▶ **Data provided**:

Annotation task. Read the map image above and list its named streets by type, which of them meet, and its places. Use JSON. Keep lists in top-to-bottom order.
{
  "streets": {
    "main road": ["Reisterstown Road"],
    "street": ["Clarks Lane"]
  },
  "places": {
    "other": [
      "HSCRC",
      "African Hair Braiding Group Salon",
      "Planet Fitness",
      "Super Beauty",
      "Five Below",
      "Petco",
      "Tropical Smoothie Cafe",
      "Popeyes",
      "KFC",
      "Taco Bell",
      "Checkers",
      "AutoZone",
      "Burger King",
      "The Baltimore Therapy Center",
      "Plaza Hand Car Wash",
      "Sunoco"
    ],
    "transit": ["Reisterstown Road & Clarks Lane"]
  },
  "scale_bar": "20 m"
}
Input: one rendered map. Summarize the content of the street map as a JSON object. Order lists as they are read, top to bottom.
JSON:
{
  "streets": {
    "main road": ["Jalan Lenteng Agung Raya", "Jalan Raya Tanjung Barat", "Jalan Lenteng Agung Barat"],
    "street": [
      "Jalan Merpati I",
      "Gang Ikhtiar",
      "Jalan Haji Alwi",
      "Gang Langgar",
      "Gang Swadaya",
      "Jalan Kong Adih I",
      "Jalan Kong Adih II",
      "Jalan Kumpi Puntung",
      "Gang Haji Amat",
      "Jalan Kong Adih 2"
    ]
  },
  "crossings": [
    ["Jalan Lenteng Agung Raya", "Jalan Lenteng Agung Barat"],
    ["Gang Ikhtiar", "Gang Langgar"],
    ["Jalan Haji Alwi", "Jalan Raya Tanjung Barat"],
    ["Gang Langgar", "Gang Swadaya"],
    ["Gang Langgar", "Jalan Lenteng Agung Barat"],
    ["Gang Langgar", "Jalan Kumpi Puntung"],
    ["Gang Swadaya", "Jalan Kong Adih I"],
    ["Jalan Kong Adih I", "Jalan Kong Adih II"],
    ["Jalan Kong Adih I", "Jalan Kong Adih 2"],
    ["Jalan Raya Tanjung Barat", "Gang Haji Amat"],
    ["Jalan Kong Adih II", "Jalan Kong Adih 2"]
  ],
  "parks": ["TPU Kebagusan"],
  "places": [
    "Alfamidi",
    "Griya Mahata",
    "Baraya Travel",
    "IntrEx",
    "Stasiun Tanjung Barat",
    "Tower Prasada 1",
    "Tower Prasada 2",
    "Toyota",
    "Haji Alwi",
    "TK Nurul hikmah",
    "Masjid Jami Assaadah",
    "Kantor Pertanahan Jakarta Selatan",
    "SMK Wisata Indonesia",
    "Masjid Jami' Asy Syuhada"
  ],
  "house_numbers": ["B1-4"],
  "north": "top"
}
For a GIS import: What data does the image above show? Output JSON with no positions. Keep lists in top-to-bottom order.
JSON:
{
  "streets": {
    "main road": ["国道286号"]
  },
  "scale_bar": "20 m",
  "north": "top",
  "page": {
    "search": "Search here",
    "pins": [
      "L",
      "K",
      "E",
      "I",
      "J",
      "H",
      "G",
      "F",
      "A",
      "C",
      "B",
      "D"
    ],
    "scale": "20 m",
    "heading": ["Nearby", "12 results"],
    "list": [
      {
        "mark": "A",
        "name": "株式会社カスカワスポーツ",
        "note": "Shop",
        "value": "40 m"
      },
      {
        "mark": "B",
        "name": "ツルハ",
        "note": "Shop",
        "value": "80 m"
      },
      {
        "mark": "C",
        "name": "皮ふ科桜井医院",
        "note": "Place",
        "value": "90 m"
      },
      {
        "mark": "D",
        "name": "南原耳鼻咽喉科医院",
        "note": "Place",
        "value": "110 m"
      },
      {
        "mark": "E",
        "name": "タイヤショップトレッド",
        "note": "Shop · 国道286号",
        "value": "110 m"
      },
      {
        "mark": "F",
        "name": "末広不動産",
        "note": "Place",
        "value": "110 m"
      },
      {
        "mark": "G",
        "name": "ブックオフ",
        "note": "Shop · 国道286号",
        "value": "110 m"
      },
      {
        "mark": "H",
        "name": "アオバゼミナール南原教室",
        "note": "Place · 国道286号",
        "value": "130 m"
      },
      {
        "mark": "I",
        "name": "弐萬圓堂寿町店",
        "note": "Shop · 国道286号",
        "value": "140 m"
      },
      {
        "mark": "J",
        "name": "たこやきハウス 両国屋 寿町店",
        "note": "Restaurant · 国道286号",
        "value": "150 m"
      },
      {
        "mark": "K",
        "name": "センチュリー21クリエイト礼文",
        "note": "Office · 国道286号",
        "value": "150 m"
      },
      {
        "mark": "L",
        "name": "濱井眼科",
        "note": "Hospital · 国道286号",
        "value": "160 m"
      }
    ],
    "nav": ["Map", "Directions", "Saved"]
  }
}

▶ **Activity**: The lines to copy run from the first line of the entries to the line containing "Input: one rendered"; copy them exactly and output nothing else.

▶ **Written response**:
Annotation task. Read the map image above and list its named streets by type, which of them meet, and its places. Use JSON. Keep lists in top-to-bottom order.
{
  "streets": {
    "main road": ["Reisterstown Road"],
    "street": ["Clarks Lane"]
  },
  "places": {
    "other": [
      "HSCRC",
      "African Hair Braiding Group Salon",
      "Planet Fitness",
      "Super Beauty",
      "Five Below",
      "Petco",
      "Tropical Smoothie Cafe",
      "Popeyes",
      "KFC",
      "Taco Bell",
      "Checkers",
      "AutoZone",
      "Burger King",
      "The Baltimore Therapy Center",
      "Plaza Hand Car Wash",
      "Sunoco"
    ],
    "transit": ["Reisterstown Road & Clarks Lane"]
  },
  "scale_bar": "20 m"
}
Input: one rendered map. Summarize the content of the street map as a JSON object. Order lists as they are read, top to bottom.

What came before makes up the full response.